If you can't deduct the cheeriness of this post from the title then consider yourself warned, it isn't gonna be pretty.
Shit I Can't Stand Any Longer:
- Taxes. Who is the asshole in charge here? I am a full time student, dependent on her parents, working for peanuts at an assisted living home. I consider myself Christy Walton when the summer rolls round and I have two extra nickles to rub together. Why THE FUCK are you picking on me IRS? You want me to just bend over and take it from you? You want to take 7.8% of my FUCKING CHECK every two weeks* and then you wanna say I owe you 500 fucking dollars at the end of the year when I'm trying to get some money back and maybe, if I can't get that, then at least a shred of my dignity? Oh, you do huh? You wanna go around and kick some small children while you're at it? You wanna punch a nun IRS? Because that's the path you're headed down. You can't treat people like this.
- *Biweekly Checks. Tell me, is there anyone on planet earth who knows how to budget their money to last them two weeks? Because if there is, step forward kind sir or madam, I need your help. I know I sure as fuck can't do it. I think I'm doing great the Monday after I'm paid if I still have enough to pay my bills. Then I remember I need to eat, and feed my caffeine addiction, and buy 15 bagels because I have no time to scratch my ass never mind make a nutritious and filling breakfast in the morning when I'm rushing out the door 15 minutes late for whatever menial and most likely extraneous obligation I'm required to be at.

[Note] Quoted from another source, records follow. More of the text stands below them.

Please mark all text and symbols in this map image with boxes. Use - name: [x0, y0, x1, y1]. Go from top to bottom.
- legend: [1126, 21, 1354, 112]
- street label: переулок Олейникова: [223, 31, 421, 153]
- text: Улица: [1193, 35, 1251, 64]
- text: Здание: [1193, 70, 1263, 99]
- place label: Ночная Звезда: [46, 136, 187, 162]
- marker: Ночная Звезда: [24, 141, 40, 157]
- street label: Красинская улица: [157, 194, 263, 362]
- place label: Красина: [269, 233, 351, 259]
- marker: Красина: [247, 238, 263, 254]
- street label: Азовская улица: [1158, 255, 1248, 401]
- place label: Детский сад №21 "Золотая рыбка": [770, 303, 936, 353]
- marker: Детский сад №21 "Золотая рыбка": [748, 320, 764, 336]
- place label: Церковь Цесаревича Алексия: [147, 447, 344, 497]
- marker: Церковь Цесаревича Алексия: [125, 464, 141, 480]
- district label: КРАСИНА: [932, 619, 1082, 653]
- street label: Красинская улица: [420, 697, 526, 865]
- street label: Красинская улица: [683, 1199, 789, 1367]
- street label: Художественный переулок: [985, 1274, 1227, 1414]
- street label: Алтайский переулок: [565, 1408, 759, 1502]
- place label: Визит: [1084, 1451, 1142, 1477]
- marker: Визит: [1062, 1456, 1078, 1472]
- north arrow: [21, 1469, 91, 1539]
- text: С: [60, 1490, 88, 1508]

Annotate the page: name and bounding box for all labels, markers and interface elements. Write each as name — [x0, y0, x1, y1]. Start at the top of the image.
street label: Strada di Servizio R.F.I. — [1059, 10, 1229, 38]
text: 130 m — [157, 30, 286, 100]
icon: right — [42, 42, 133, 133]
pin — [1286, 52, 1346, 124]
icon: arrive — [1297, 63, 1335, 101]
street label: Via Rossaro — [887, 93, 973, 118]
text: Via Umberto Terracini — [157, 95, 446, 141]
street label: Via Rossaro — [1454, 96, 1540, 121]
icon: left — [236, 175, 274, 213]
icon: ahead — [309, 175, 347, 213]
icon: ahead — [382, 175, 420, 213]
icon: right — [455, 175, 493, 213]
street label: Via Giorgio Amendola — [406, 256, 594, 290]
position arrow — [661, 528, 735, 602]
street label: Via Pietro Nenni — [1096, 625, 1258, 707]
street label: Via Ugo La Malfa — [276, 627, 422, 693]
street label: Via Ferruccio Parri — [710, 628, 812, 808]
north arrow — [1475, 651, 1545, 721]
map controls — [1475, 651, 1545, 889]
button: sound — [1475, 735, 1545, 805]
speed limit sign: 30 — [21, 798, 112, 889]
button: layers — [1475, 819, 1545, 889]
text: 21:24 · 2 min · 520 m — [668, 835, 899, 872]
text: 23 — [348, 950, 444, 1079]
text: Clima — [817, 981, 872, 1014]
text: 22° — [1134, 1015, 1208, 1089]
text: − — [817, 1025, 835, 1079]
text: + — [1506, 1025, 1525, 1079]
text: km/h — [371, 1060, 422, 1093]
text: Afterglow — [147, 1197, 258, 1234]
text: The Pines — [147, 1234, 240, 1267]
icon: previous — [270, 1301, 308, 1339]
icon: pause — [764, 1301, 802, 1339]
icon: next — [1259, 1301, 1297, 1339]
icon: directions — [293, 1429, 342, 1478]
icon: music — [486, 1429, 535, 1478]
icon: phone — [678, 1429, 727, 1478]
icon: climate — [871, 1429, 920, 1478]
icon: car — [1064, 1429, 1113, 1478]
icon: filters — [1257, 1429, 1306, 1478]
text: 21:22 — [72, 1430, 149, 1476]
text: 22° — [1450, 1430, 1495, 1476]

- Mike, for figuring my net worth today, which is -$314. Wanna figure my weight next asshole? I'll give you a hint: it's positive.
- Exercise. Stair Master, I'm talkin' to you. What sick fuck thought of a never ending stair case? It's only a matter of time before the thing short circuits from all the sweat pouring out the bottom of my spandex pants and into its gears. And WOW, while I'm at it, what is with your new chemicals? When I'm trying to a) not die, and b) recover from your cursed Stair Master the last thing I want to do is walk my ass over to your chemical station where your new fancy Greenzo Earth Shit is CHAINED to the fucking table. Get off your horse Work Out World, I don't want to steal your stinky cleaning products, inhaling them alone makes me feel like my lungs are going to come out my butt.

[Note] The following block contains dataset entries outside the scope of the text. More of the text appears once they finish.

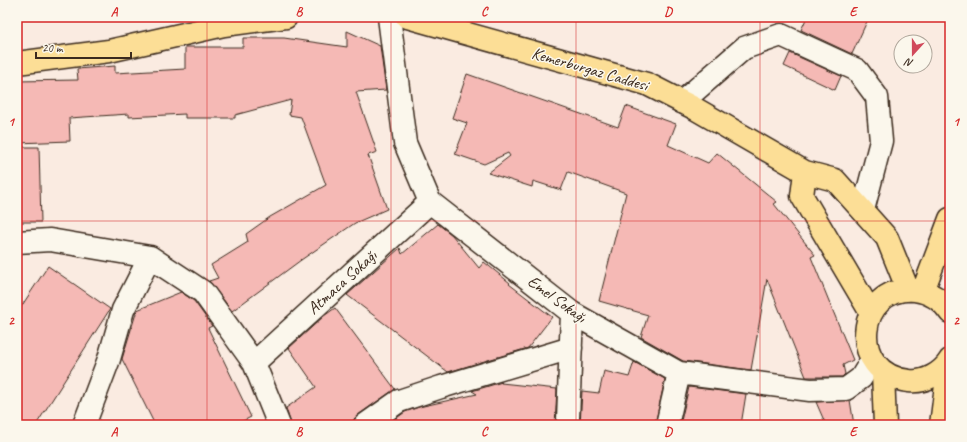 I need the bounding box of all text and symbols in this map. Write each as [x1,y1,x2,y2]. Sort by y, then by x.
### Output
text: A [111,4,119,20]
text: B [296,4,304,20]
text: C [481,4,489,20]
text: D [664,4,673,20]
text: E [850,4,859,20]
scale bar [36,34,131,60]
north arrow [893,34,933,74]
text: 20 m [42,40,64,56]
street label: Kemerburgaz Caddesi [529,42,652,96]
text: N [902,55,915,71]
text: 1 [8,114,16,130]
text: 1 [953,114,961,130]
street label: Atmaca Sokağı [303,245,382,319]
street label: Emel Sokağı [523,271,591,328]
text: 2 [8,313,15,329]
text: 2 [953,313,960,329]
text: A [111,424,119,440]
text: B [296,424,304,440]
text: C [481,424,489,440]
text: D [664,424,673,440]
text: E [850,424,859,440] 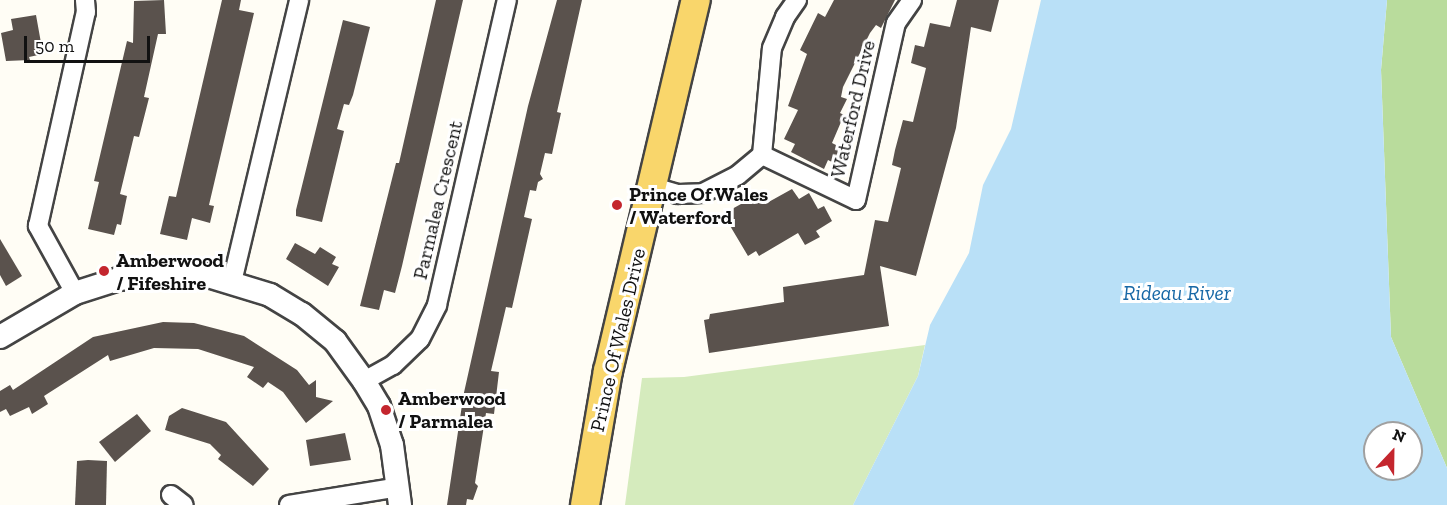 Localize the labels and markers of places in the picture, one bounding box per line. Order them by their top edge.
place label: Prince Of Wales / Waterford [629,182,769,229]
marker: Prince Of Wales / Waterford [610,198,624,212]
place label: Amberwood / Fifeshire [116,248,224,295]
marker: Amberwood / Fifeshire [97,264,111,278]
place label: Amberwood / Parmalea [398,386,506,433]
marker: Amberwood / Parmalea [379,403,393,417] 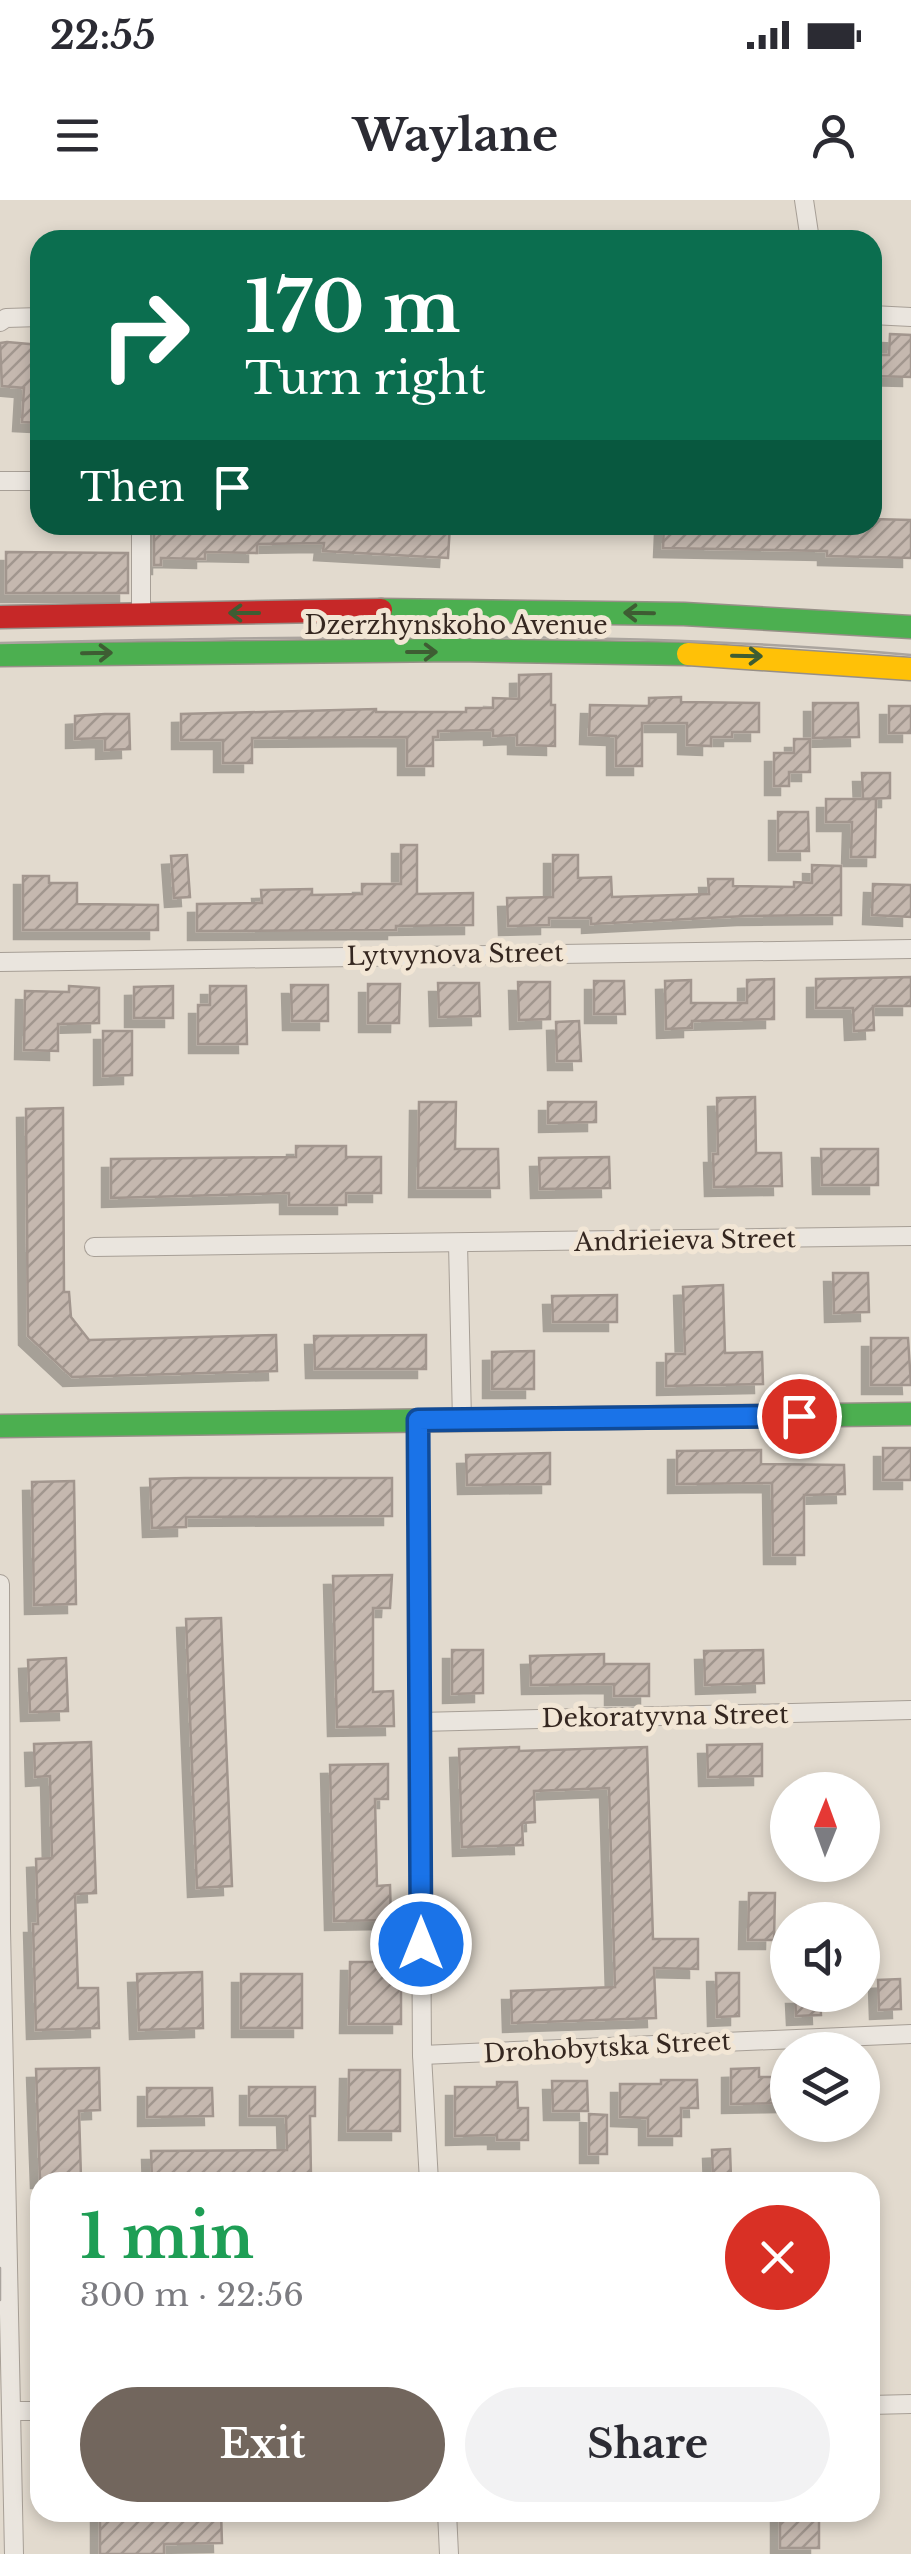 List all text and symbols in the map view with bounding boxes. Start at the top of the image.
text: 22:55 [50,12,156,59]
text: Waylane [353,107,558,163]
icon: menu [50,108,105,163]
icon: person [806,108,861,163]
text: 170 m [245,264,461,351]
icon: right [80,270,210,400]
text: Turn right [245,350,486,406]
icon: arrive [205,460,260,515]
text: Then [80,464,185,511]
one-way arrow [229,604,262,622]
one-way arrow [624,604,656,623]
street label: Dzerzhynskoho Avenue [304,610,608,641]
one-way arrow [406,642,438,662]
one-way arrow [81,644,113,663]
one-way arrow [730,646,763,666]
street label: Lytvynova Street [346,937,564,972]
street label: Andrieieva Street [573,1223,797,1258]
pin [757,1374,842,1459]
icon: arrive [772,1389,827,1444]
street label: Dekoratyvna Street [541,1699,789,1734]
north arrow [770,1772,880,1882]
map controls [770,1772,880,2142]
position arrow [369,1892,473,1996]
button: sound [770,1902,880,2012]
street label: Drohobytska Street [483,2026,732,2069]
button: layers [770,2032,880,2142]
text: 1 min [80,2200,254,2274]
button: close [725,2205,830,2310]
text: 300 m · 22:56 [80,2275,304,2315]
button: Exit [80,2387,445,2502]
button: Share [465,2387,830,2502]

- Finding aborted fetuses on the porch. Seriously, GOD? What is your problem? Why did you go and drop a big fucking FETUS on our porch? Aren't things bad enough already? Didn't you cause enough destruction in Japan? Do you really have to go and pick on our house? Is this one of the signs of the Apocalypse? Plague, famine, and fetus? Just so you know, I'm not picking it up. And it better be a mouse or even a monkey, just not what it looks like. I mean, the thing had eyes, that's fucked.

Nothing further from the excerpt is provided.